**WHAT YOU NEED TO DO**
Lines that contain the string "solid" are the ones to list; copy all of them from the records.

DATA SUPPLIED section start

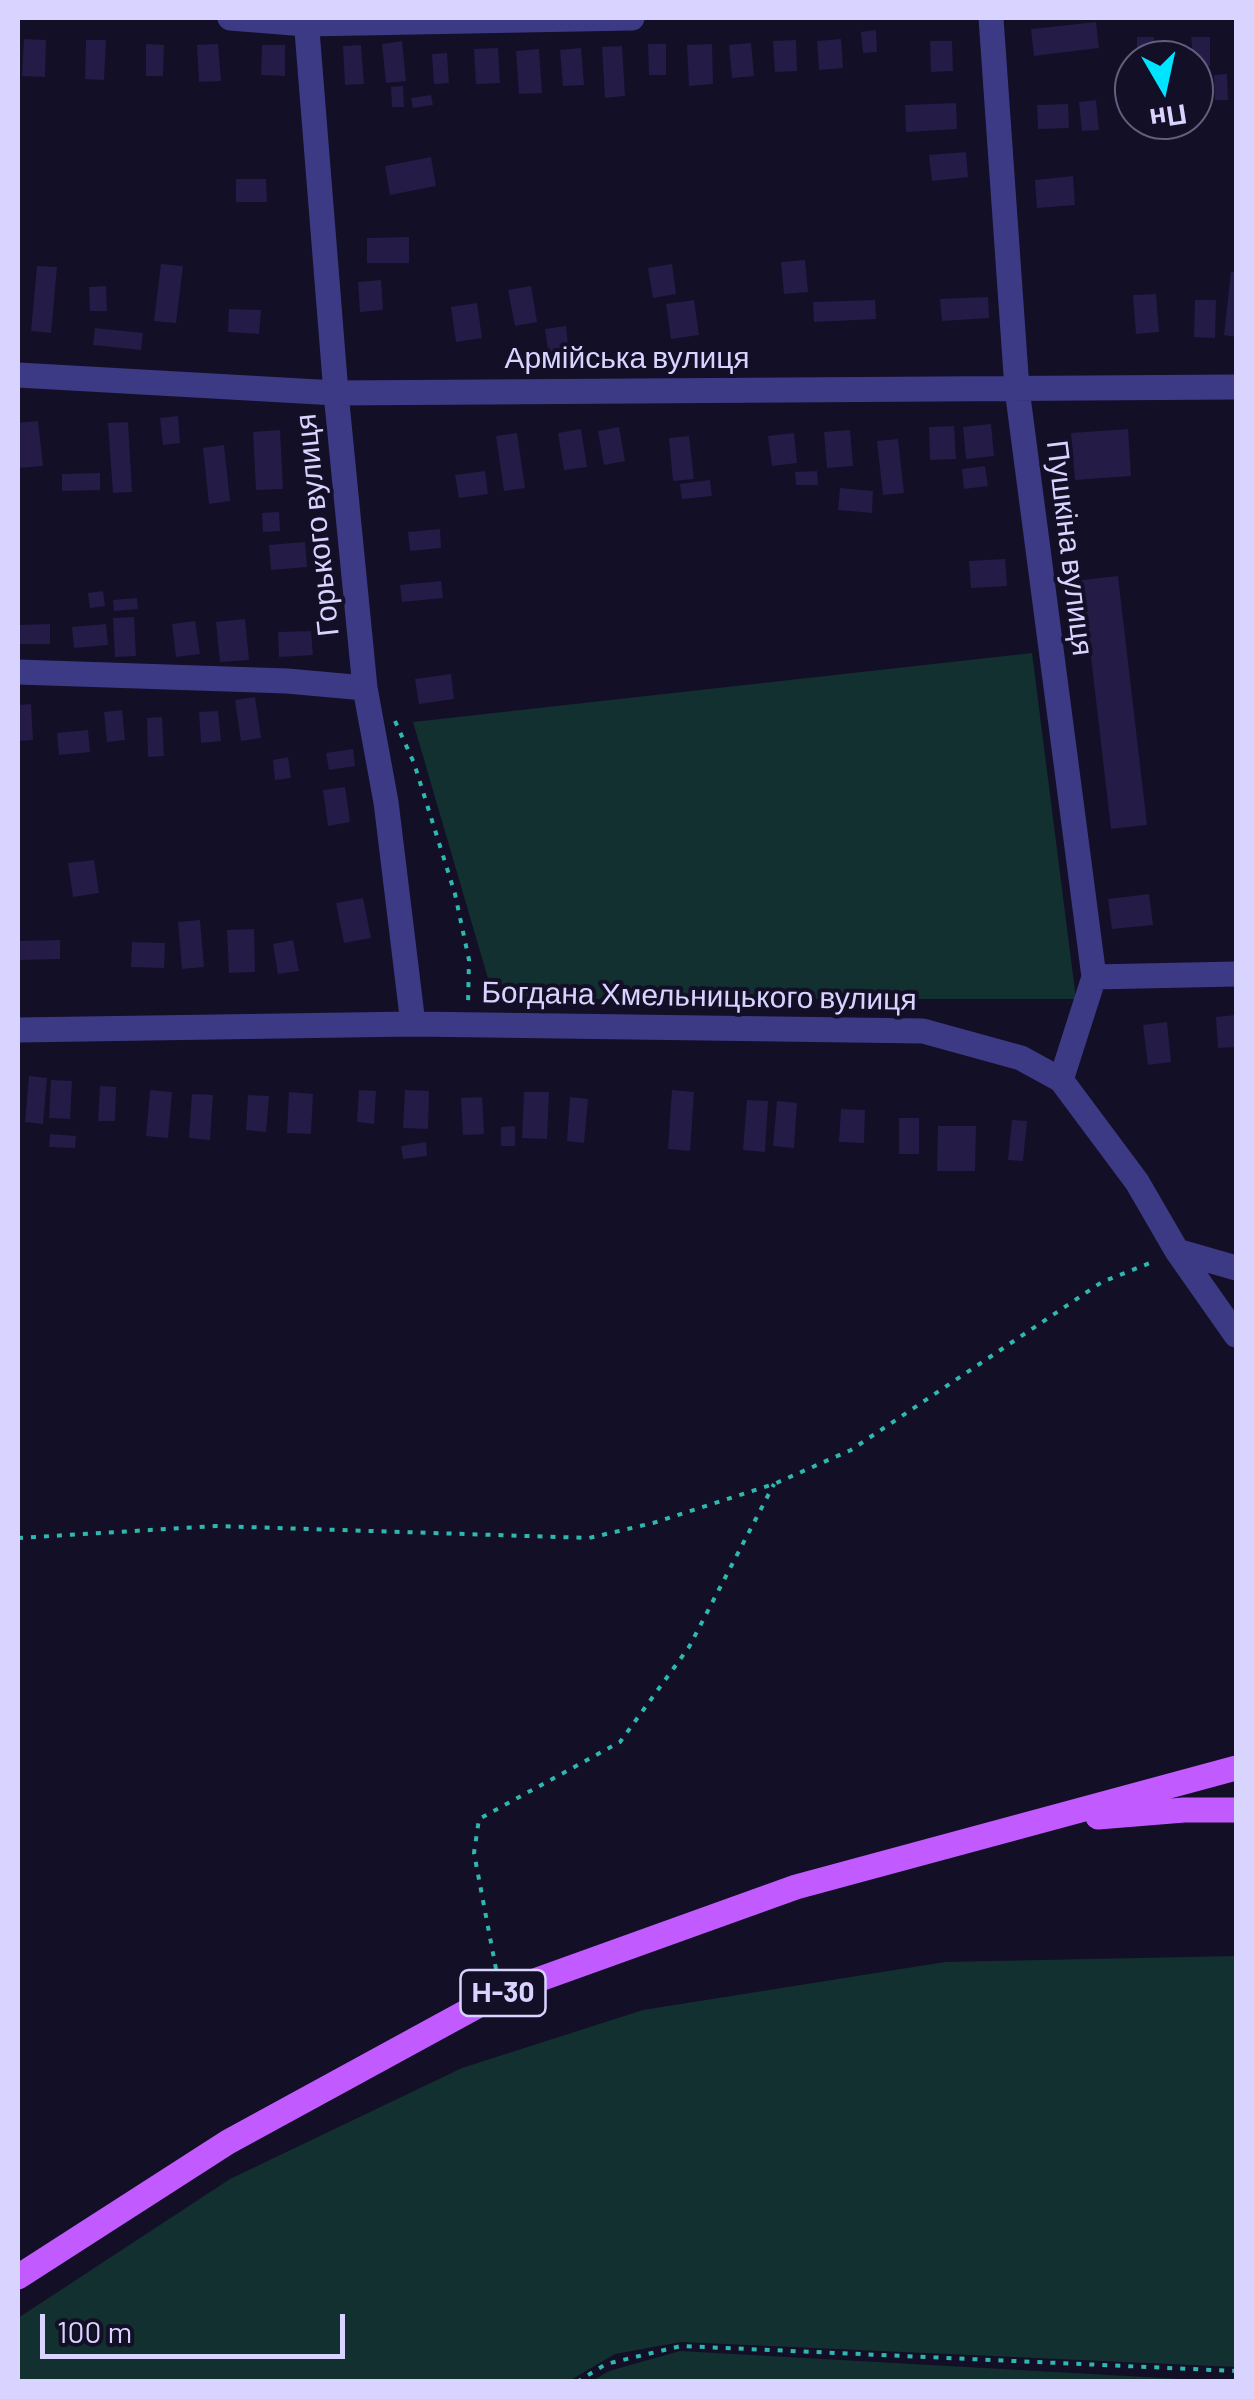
<!DOCTYPE html>
<html>
<head>
<meta charset="utf-8">
<style>
	body { margin:0 }
	#map { position:relative; width:1254px; height:2399px; overflow:hidden; background:#130f26; font-family:Barlow,sans-serif }
	canvas { display:block }
	.frame { position:absolute; inset:0; border:20px solid #d9d4ff; pointer-events:none }
	.north { position:absolute; left:1114px; top:40px; width:100px; height:100px; box-sizing:border-box; background:#130f26; border:2px solid #625e7d; border-radius:50%; rotate:171deg; font-size:28px; font-weight:700; line-height:40px; text-align:center; color:#d9d4ff }
	.north::after { content:''; display:block; margin:auto; width:35px; height:45px; background:#00e5ff; clip-path:polygon(50% 0,100% 100%,50% 72%,0 100%) }
	.scale { position:absolute; left:40px; top:2314px; width:305px; height:45px; box-sizing:border-box; border:5px solid #d9d4ff; border-top:0; padding-left:12px; font-size:30px; line-height:35px; white-space:nowrap; color:#d9d4ff; -webkit-text-stroke:8px #130f26; paint-order:stroke }
</style>
</head>
<body>
<div id="map">
<canvas width="1254" height="2399"></canvas>
<div class="frame"></div>
<div class="north">Пн</div>
<div class="scale">100 m</div>
</div>
<script>
const context = document.querySelector('canvas').getContext('2d');
context.lineJoin = 'round';
function fillPath(path, color) {
  context.fillStyle = color;
  context.fill(path, 'evenodd');
}
function poly(rows) {
  const path = new Path2D();
  for (const r of rows) {
    path.moveTo(r[0], r[1]);
    for (let i = 2; i < r.length; i += 2) path.lineTo(r[i], r[i + 1]);
  }
  return path;
}
function stroke(path, color, width, dash) {
  context.strokeStyle = color;
  context.lineWidth = width;
  context.lineCap = dash ? 'butt' : 'round';
  context.setLineDash(dash || []);
  context.stroke(path);
}
function write(font, color, halo, rows, align = 'center') {
  context.font = font + ' Barlow,sans-serif';
  context.lineWidth = 8;
  context.setLineDash([]);
  context.textBaseline = 'middle';
  context.strokeStyle = halo;
  context.fillStyle = color;
  for (const [text, x, y, turn = 0] of rows) {
    context.save();
    context.translate(x, y);
    context.rotate((+turn || 0) * Math.PI / 180);
    context.textAlign = isNaN(turn) ? turn : align;
    if (halo) context.strokeText(text, 0, 0);
    context.fillText(text, 0, 0);
    context.restore();
  }
}
const green = poly([
	[1032,653,1076,999,494,999,413,722],
	[1236,1956,1236,2367,681,2342,615,2354,569,2381,18,2381,18,2318,230,2179,462,2068,643,2010,945,1962],
	[680,2351,1216,2381,592,2381,609,2371]
]);
const building = poly([
	[1096,22,1099,48,1034,56,1031,29],
	[876,30,877,52,863,53,861,32],
	[1137,37,1154,37,1154,60,1137,60],
	[1191,37,1210,37,1210,66,1194,66],
	[24,39,46,40,45,77,22,76],
	[841,39,843,68,819,70,817,41],
	[86,40,106,40,104,80,85,79],
	[796,40,797,71,775,72,773,41],
	[402,41,406,81,386,83,382,44],
	[930,41,952,41,953,71,931,72],
	[751,43,754,76,732,78,729,45],
	[146,44,164,45,163,76,146,76],
	[218,44,221,81,199,82,197,45],
	[648,44,666,44,666,75,649,75],
	[712,44,713,84,689,86,687,45],
	[262,45,285,45,285,76,261,75],
	[361,45,364,84,345,85,343,46],
	[622,46,625,96,605,98,602,47],
	[498,48,500,83,476,84,474,49],
	[581,48,584,85,563,86,560,50],
	[539,49,542,93,519,94,516,51],
	[447,53,449,83,434,84,432,54],
	[1227,74,1228,100,1215,100,1214,75],
	[403,86,404,107,392,107,391,87],
	[431,95,433,105,413,108,411,98],
	[1096,100,1099,130,1082,131,1079,102],
	[956,103,957,129,906,132,905,105],
	[1068,104,1069,128,1038,129,1037,105],
	[966,152,968,177,932,181,929,155],
	[431,157,436,186,390,195,385,166],
	[1073,176,1075,205,1037,208,1035,180],
	[236,179,266,179,267,202,236,202],
	[409,237,409,263,367,263,367,238],
	[805,260,808,292,784,294,781,262],
	[161,264,183,266,176,323,154,321],
	[672,264,676,294,653,298,648,268],
	[37,266,57,267,51,333,31,331],
	[1231,272,1236,272,1236,337,1224,335],
	[381,280,383,310,360,312,358,282],
	[106,286,107,311,90,311,89,287],
	[531,286,537,322,515,326,508,290],
	[1156,294,1159,332,1136,334,1133,295],
	[988,297,989,318,942,321,940,299],
	[694,300,699,335,671,339,666,304],
	[875,300,876,319,814,322,813,302],
	[1195,300,1216,300,1215,338,1194,337],
	[477,303,482,338,456,342,451,307],
	[229,309,261,310,259,334,228,332],
	[566,326,569,355,549,358,545,329],
	[95,328,143,333,141,350,93,345],
	[178,416,180,443,163,445,160,418],
	[38,421,43,466,18,468,18,423],
	[128,422,132,492,113,493,108,423],
	[991,424,994,456,966,459,963,427],
	[954,426,956,459,930,460,929,427],
	[619,427,625,461,604,465,598,431],
	[581,429,587,467,564,470,558,433],
	[1128,429,1131,476,1075,480,1071,433],
	[280,430,283,489,256,490,253,432],
	[850,430,853,466,827,468,824,432],
	[517,433,525,488,504,491,496,436],
	[794,433,797,463,772,466,768,436],
	[689,436,694,479,673,481,669,438],
	[898,439,904,493,883,495,877,441],
	[224,445,230,501,209,504,203,448],
	[985,466,988,486,964,489,962,469],
	[485,471,488,494,459,498,455,475],
	[817,471,818,485,796,485,795,472],
	[100,473,100,490,62,491,62,474],
	[710,480,712,496,682,499,680,484],
	[840,488,873,491,872,513,838,510],
	[279,512,280,531,263,532,262,513],
	[440,529,441,548,410,551,408,532],
	[305,542,307,567,271,570,269,545],
	[1005,559,1007,586,971,588,969,561],
	[1118,576,1147,825,1111,829,1082,580],
	[441,581,443,598,402,602,400,585],
	[103,591,105,606,90,608,88,593],
	[137,598,138,609,114,611,113,600],
	[134,617,136,656,115,657,113,618],
	[245,619,249,660,220,662,216,622],
	[195,621,200,654,176,657,172,624],
	[50,624,50,644,18,644,18,625],
	[106,624,108,645,74,648,72,627],
	[311,631,313,655,279,657,278,632],
	[451,674,454,699,419,704,415,679],
	[255,697,261,738,241,741,235,700],
	[31,704,33,740,18,741,18,705],
	[122,710,125,740,107,742,104,712],
	[218,711,221,741,201,743,199,712],
	[162,717,164,756,148,757,147,718],
	[88,730,90,752,59,755,57,733],
	[353,749,355,766,329,770,326,753],
	[288,757,291,778,275,780,273,760],
	[345,787,350,822,328,826,323,790],
	[94,860,99,893,73,897,68,863],
	[1149,894,1153,925,1112,929,1108,899],
	[363,898,371,938,344,943,336,903],
	[200,920,204,967,182,969,178,922],
	[254,929,255,972,229,973,227,930],
	[60,940,60,959,18,960,18,941],
	[293,940,299,971,278,974,273,944],
	[132,942,165,943,164,968,131,967],
	[1236,1015,1236,1047,1218,1048,1216,1017],
	[1167,1022,1171,1062,1148,1065,1143,1025],
	[29,1076,47,1078,43,1124,25,1122],
	[51,1080,72,1081,70,1119,49,1118],
	[100,1086,116,1087,115,1121,98,1121],
	[150,1090,172,1092,168,1138,146,1136],
	[359,1090,376,1091,374,1124,357,1122],
	[405,1090,429,1091,428,1129,403,1128],
	[672,1090,694,1092,690,1151,668,1149],
	[289,1092,313,1094,311,1134,287,1133],
	[524,1092,549,1092,547,1139,522,1138],
	[192,1094,213,1095,210,1140,189,1138],
	[248,1095,269,1096,266,1132,246,1130],
	[482,1097,484,1134,463,1135,461,1098],
	[570,1097,588,1099,584,1143,567,1141],
	[747,1100,768,1101,765,1152,743,1150],
	[777,1101,797,1103,794,1148,773,1146],
	[841,1109,865,1110,864,1143,839,1142],
	[899,1118,919,1118,919,1154,899,1154],
	[1012,1120,1027,1121,1023,1161,1008,1160],
	[515,1126,515,1146,501,1146,501,1127],
	[938,1126,976,1126,975,1171,937,1171],
	[50,1134,76,1136,75,1148,49,1147],
	[426,1142,427,1156,403,1159,401,1146]
]);
const path = poly([
	[395,721,414,763,455,894,469,960,468,1005],
	[18,1538,216,1526,589,1538,653,1523,774,1484,851,1450,1102,1282,1155,1261],
	[496,1969,474,1853,479,1819,620,1742,689,1647,774,1484],
	[577,2382,606,2364,681,2346,1236,2371]
]);
const minor = poly([
	[230,18,306,24,632,18],
	[306,18,336,393,365,688,386,802,413,1024],
	[991,18,1017,389,1094,977,1061,1080],
	[18,375,336,393,1236,387],
	[18,672,287,681,365,688],
	[1094,977,1236,974],
	[18,1030,413,1024,923,1031,1021,1058,1061,1080,1137,1182,1177,1251,1236,1335],
	[1177,1251,1236,1268]
]);
const major = poly([
	[1098,1817,1184,1810,1236,1810],
	[18,2277,228,2142,501,1993,796,1887,1236,1768]
]);
const shields = [
	[503,1993,85]
];
const shieldNames = [
	["Н-30",503,1993]
];
const streetNames = [
	["Армійська вулиця",627,358],
	["Горького вулиця",317,525,-96],
	["Пушкіна вулиця",1070,548,83],
	["Богдана Хмельницького вулиця",699,996,1]
];
fillPath(green, '#12302f');
fillPath(building, '#241b47');
stroke(path, '#2fb8b0', 4, [5, 8]);
stroke(minor, '#3d3a85', 25);
stroke(major, '#c25bff', 25);
for (const [x, y, w] of shields) {
  const box = new Path2D();
  box.roundRect(x - w / 2, y - 23, w, 46, 8);
  context.fillStyle = '#130f26';
  context.fill(box);
  stroke(box, '#d9d4ff', 2.5);
}
write('bold 28px', '#d9d4ff', null, shieldNames);
write('30px', '#d9d4ff', '#130f26', streetNames);
</script>
</body>
</html>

DATA SUPPLIED section end

**SOLUTION**
	.frame { position:absolute; inset:0; border:20px solid #d9d4ff; pointer-events:none }
	.north { position:absolute; left:1114px; top:40px; width:100px; height:100px; box-sizing:border-box; background:#130f26; border:2px solid #625e7d; border-radius:50%; rotate:171deg; font-size:28px; font-weight:700; line-height:40px; text-align:center; color:#d9d4ff }
	.scale { position:absolute; left:40px; top:2314px; width:305px; height:45px; box-sizing:border-box; border:5px solid #d9d4ff; border-top:0; padding-left:12px; font-size:30px; line-height:35px; white-space:nowrap; color:#d9d4ff; -webkit-text-stroke:8px #130f26; paint-order:stroke }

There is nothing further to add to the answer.